- _DIRECTIONS_:
Every record below needs to be set down exactly. Pictures do not belong in the copy.

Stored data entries

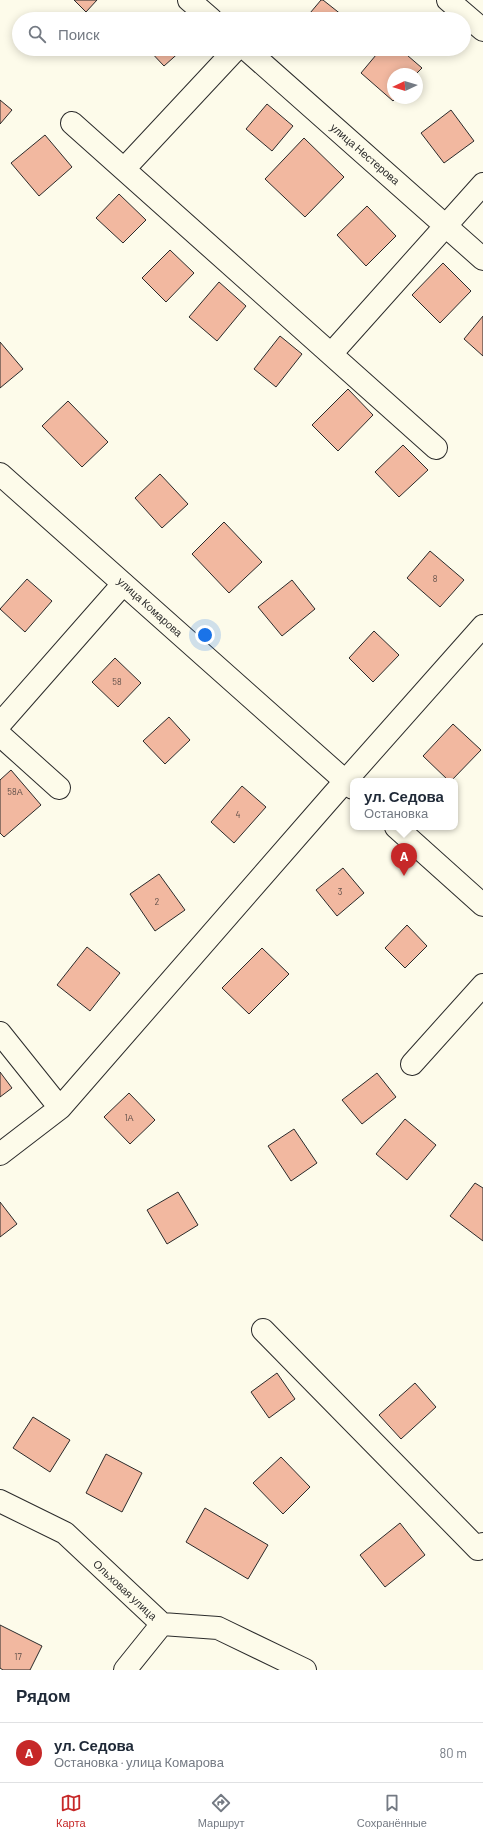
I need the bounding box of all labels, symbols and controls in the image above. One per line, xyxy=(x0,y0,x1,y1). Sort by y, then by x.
search box xyxy=(12,12,471,56)
icon: search xyxy=(26,23,48,45)
text: Поиск xyxy=(58,25,100,43)
north arrow xyxy=(387,68,423,104)
street label: улица Нестерова xyxy=(328,120,403,188)
house number: 8 xyxy=(433,573,438,584)
street label: улица Комарова xyxy=(115,574,186,640)
your location xyxy=(195,625,215,645)
house number: 58 xyxy=(112,676,122,687)
popup xyxy=(350,778,458,830)
house number: 58А xyxy=(7,786,23,797)
text: ул. Седова xyxy=(364,787,444,805)
text: Остановка xyxy=(364,805,428,821)
house number: 4 xyxy=(236,809,241,820)
pin: A xyxy=(391,843,417,876)
house number: 3 xyxy=(338,886,343,897)
house number: 2 xyxy=(155,896,160,907)
house number: 1А xyxy=(124,1112,134,1123)
street label: Ольховая улица xyxy=(91,1557,161,1623)
house number: 17 xyxy=(14,1651,22,1662)
text: Рядом xyxy=(16,1685,71,1705)
text: ул. Седова xyxy=(54,1736,134,1754)
text: A xyxy=(25,1745,33,1761)
text: 80 m xyxy=(440,1745,467,1761)
text: Остановка · улица Комарова xyxy=(54,1754,224,1770)
tab: Карта xyxy=(56,1792,86,1829)
tab: Маршрут xyxy=(198,1792,245,1829)
tab: Сохранённые xyxy=(357,1792,427,1829)

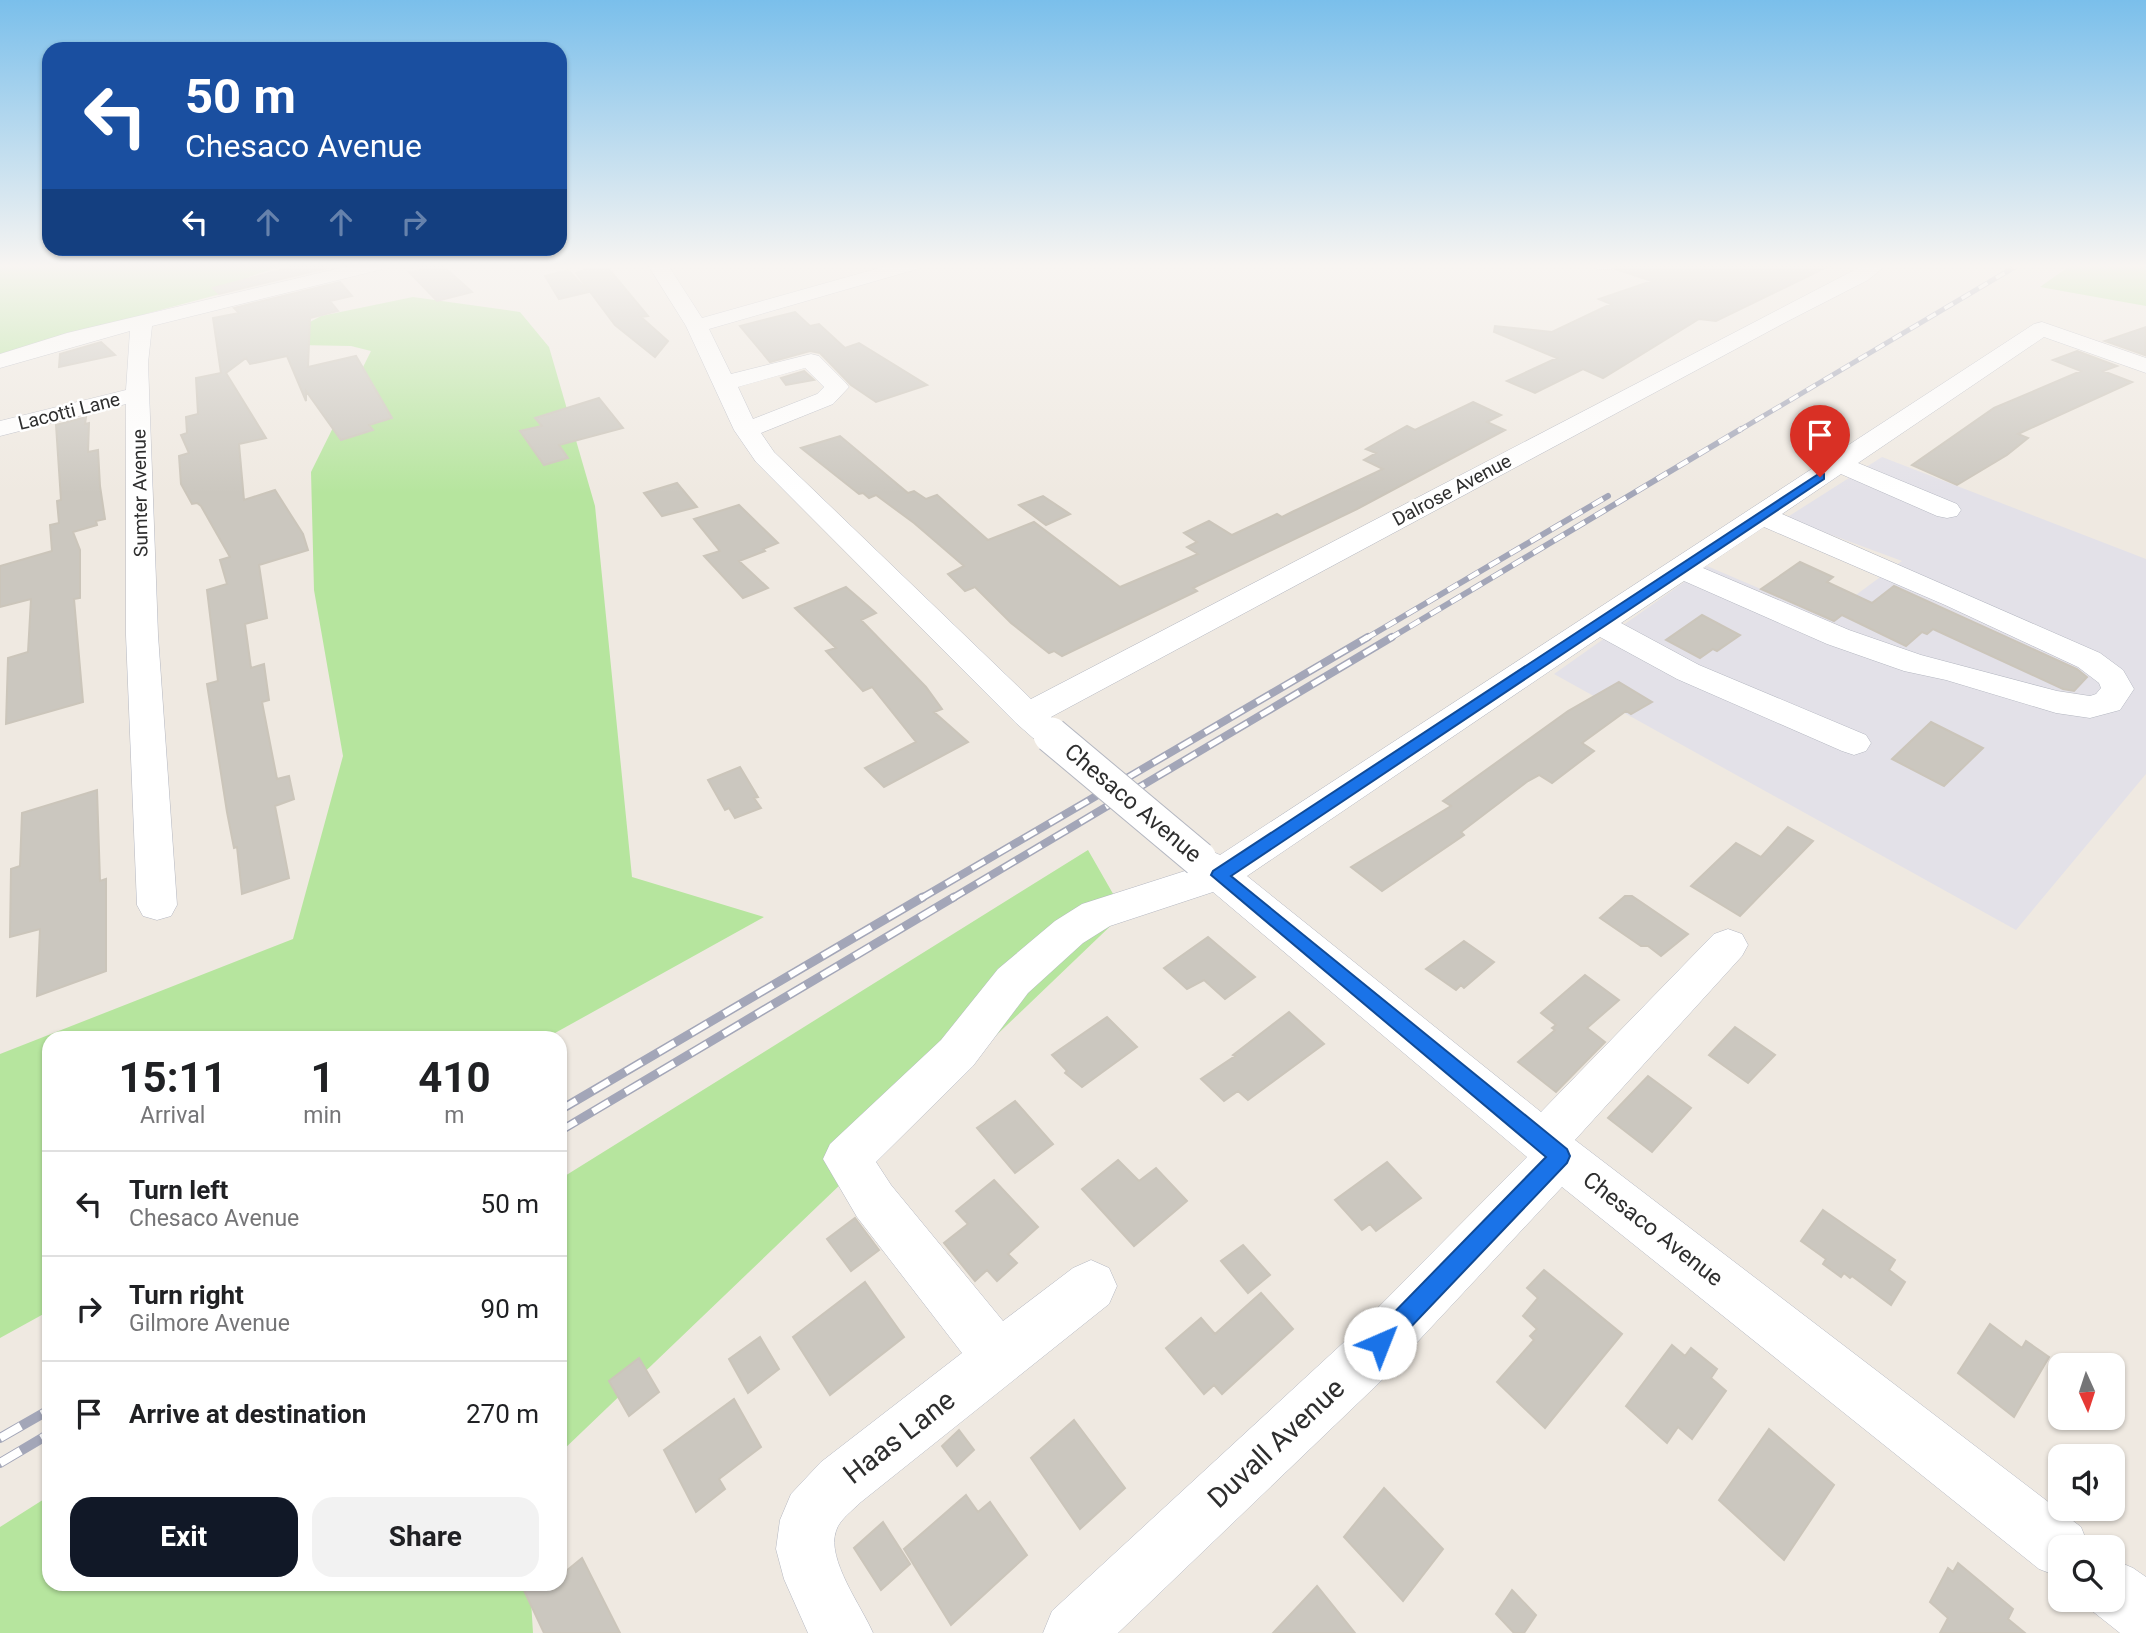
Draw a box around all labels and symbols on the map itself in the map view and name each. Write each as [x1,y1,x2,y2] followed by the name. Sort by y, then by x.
[16,387,122,435] street label: Lacotti Lane
[1790,405,1850,477] pin
[127,429,153,557] street label: Sumter Avenue
[1389,449,1515,531] street label: Dalrose Avenue
[1059,738,1207,868] street label: Chesaco Avenue
[1578,1166,1728,1292] street label: Chesaco Avenue
[1343,1306,1417,1380] position arrow
[2048,1353,2124,1430] north arrow
[1201,1371,1351,1515] street label: Duvall Avenue
[837,1383,961,1491] street label: Haas Lane

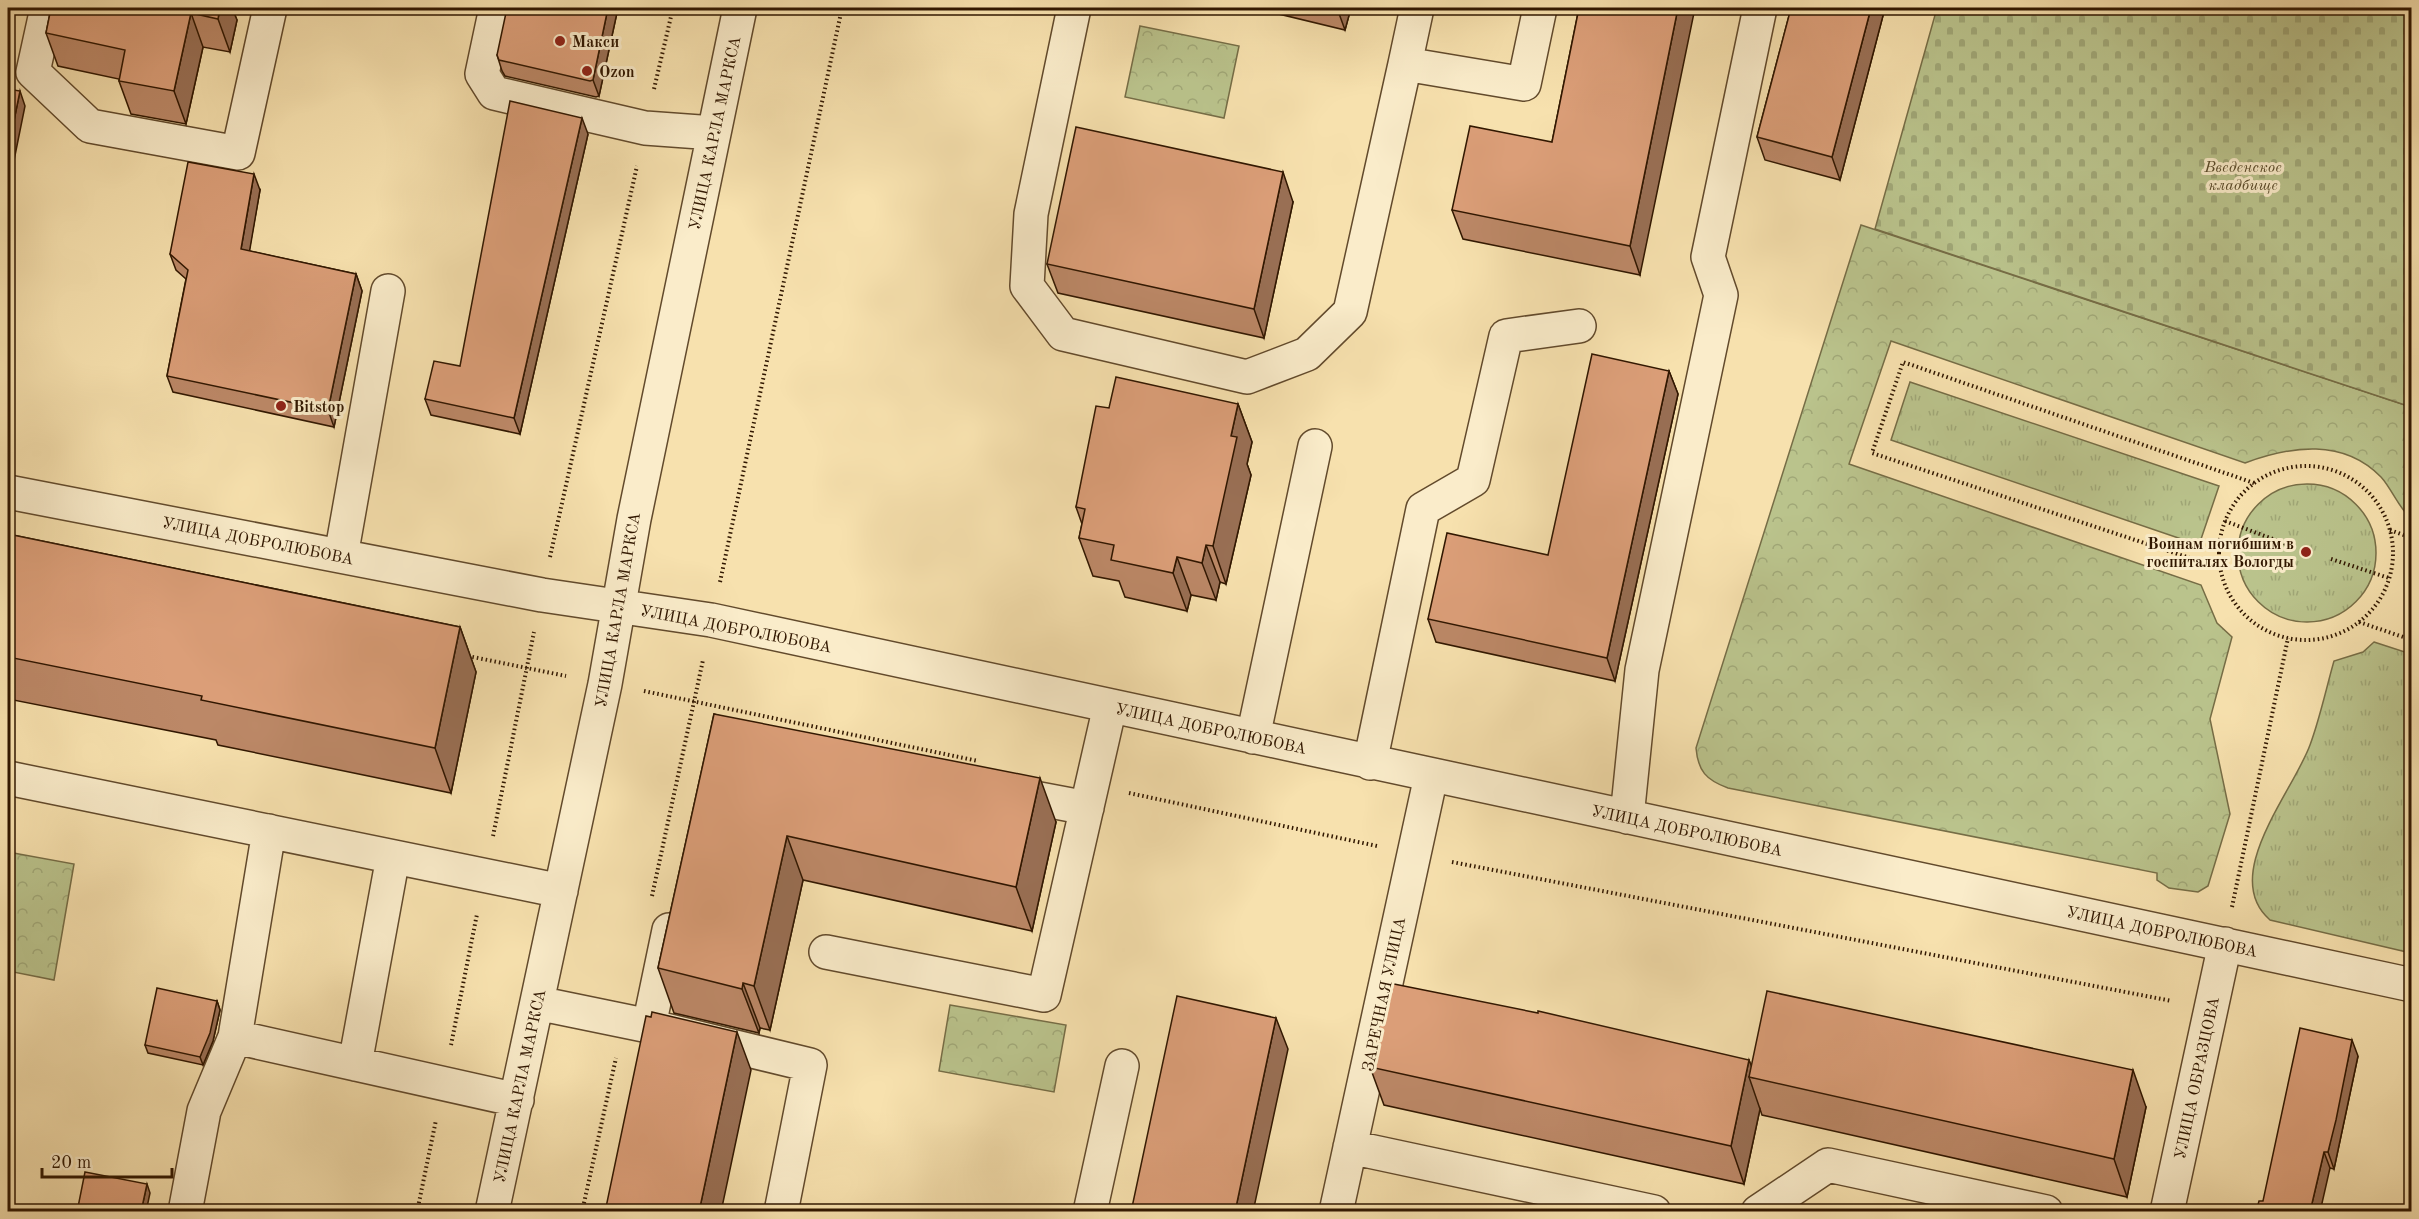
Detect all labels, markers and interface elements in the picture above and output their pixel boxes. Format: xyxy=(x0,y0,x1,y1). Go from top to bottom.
marker: Макси xyxy=(553,34,567,48)
place label: Макси xyxy=(572,35,619,51)
street label: УЛИЦА КАРЛА МАРКСА xyxy=(688,35,744,232)
marker: Ozon xyxy=(580,64,594,78)
place label: Ozon xyxy=(599,65,635,81)
park label: Введенское кладбище xyxy=(2203,160,2282,194)
marker: Bitstop xyxy=(274,399,288,413)
place label: Bitstop xyxy=(293,400,344,416)
street label: УЛИЦА КАРЛА МАРКСА xyxy=(594,511,644,709)
street label: УЛИЦА ДОБРОЛЮБОВА xyxy=(160,516,355,568)
place label: Воинам погибшим в госпиталях Вологды xyxy=(2147,537,2294,571)
marker: Воинам погибшим в госпиталях Вологды xyxy=(2299,545,2313,559)
street label: УЛИЦА ДОБРОЛЮБОВА xyxy=(638,604,833,656)
street label: УЛИЦА ДОБРОЛЮБОВА xyxy=(1114,702,1308,758)
street label: УЛИЦА ДОБРОЛЮБОВА xyxy=(1590,804,1784,860)
street label: УЛИЦА ДОБРОЛЮБОВА xyxy=(2065,905,2259,961)
street label: ЗАРЕЧНАЯ УЛИЦА xyxy=(1361,916,1409,1073)
street label: УЛИЦА КАРЛА МАРКСА xyxy=(493,988,549,1185)
street label: УЛИЦА ОБРАЗЦОВА xyxy=(2173,996,2223,1161)
scale bar xyxy=(42,1141,172,1179)
text: 20 m xyxy=(51,1154,91,1172)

- _WORKED SOLUTION_:
I need the bounding box of all labels, symbols and controls in the image above. One per line, xyxy=(x0,y0,x1,y1). Sort by y, then by x.
search box xyxy=(12,12,471,56)
icon: search xyxy=(26,23,48,45)
text: Поиск xyxy=(58,25,100,43)
north arrow xyxy=(387,68,423,104)
street label: улица Нестерова xyxy=(328,120,403,188)
house number: 8 xyxy=(433,573,438,584)
street label: улица Комарова xyxy=(115,574,186,640)
your location xyxy=(195,625,215,645)
house number: 58 xyxy=(112,676,122,687)
popup xyxy=(350,778,458,830)
house number: 58А xyxy=(7,786,23,797)
text: ул. Седова xyxy=(364,787,444,805)
text: Остановка xyxy=(364,805,428,821)
house number: 4 xyxy=(236,809,241,820)
pin: A xyxy=(391,843,417,876)
house number: 3 xyxy=(338,886,343,897)
house number: 2 xyxy=(155,896,160,907)
house number: 1А xyxy=(124,1112,134,1123)
street label: Ольховая улица xyxy=(91,1557,161,1623)
house number: 17 xyxy=(14,1651,22,1662)
text: Рядом xyxy=(16,1685,71,1705)
text: ул. Седова xyxy=(54,1736,134,1754)
text: A xyxy=(25,1745,33,1761)
text: 80 m xyxy=(440,1745,467,1761)
text: Остановка · улица Комарова xyxy=(54,1754,224,1770)
tab: Карта xyxy=(56,1792,86,1829)
tab: Маршрут xyxy=(198,1792,245,1829)
tab: Сохранённые xyxy=(357,1792,427,1829)

Draw a box around all labels and symbols on the map itself in the map view and name each. Write each as [x1,y1,x2,y2] followed by the name. Sort by y, then by x.
[16,387,122,435] street label: Lacotti Lane
[1790,405,1850,477] pin
[127,429,153,557] street label: Sumter Avenue
[1389,449,1515,531] street label: Dalrose Avenue
[1059,738,1207,868] street label: Chesaco Avenue
[1578,1166,1728,1292] street label: Chesaco Avenue
[1343,1306,1417,1380] position arrow
[2048,1353,2124,1430] north arrow
[1201,1371,1351,1515] street label: Duvall Avenue
[837,1383,961,1491] street label: Haas Lane

Detect all labels, markers and interface elements in the picture above and output their pixel boxes. Format: xyxy=(x0,y0,x1,y1). Go from top to bottom.
marker: Макси xyxy=(553,34,567,48)
place label: Макси xyxy=(572,35,619,51)
street label: УЛИЦА КАРЛА МАРКСА xyxy=(688,35,744,232)
marker: Ozon xyxy=(580,64,594,78)
place label: Ozon xyxy=(599,65,635,81)
park label: Введенское кладбище xyxy=(2203,160,2282,194)
marker: Bitstop xyxy=(274,399,288,413)
place label: Bitstop xyxy=(293,400,344,416)
street label: УЛИЦА КАРЛА МАРКСА xyxy=(594,511,644,709)
street label: УЛИЦА ДОБРОЛЮБОВА xyxy=(160,516,355,568)
place label: Воинам погибшим в госпиталях Вологды xyxy=(2147,537,2294,571)
marker: Воинам погибшим в госпиталях Вологды xyxy=(2299,545,2313,559)
street label: УЛИЦА ДОБРОЛЮБОВА xyxy=(638,604,833,656)
street label: УЛИЦА ДОБРОЛЮБОВА xyxy=(1114,702,1308,758)
street label: УЛИЦА ДОБРОЛЮБОВА xyxy=(1590,804,1784,860)
street label: УЛИЦА ДОБРОЛЮБОВА xyxy=(2065,905,2259,961)
street label: ЗАРЕЧНАЯ УЛИЦА xyxy=(1361,916,1409,1073)
street label: УЛИЦА КАРЛА МАРКСА xyxy=(493,988,549,1185)
street label: УЛИЦА ОБРАЗЦОВА xyxy=(2173,996,2223,1161)
scale bar xyxy=(42,1141,172,1179)
text: 20 m xyxy=(51,1154,91,1172)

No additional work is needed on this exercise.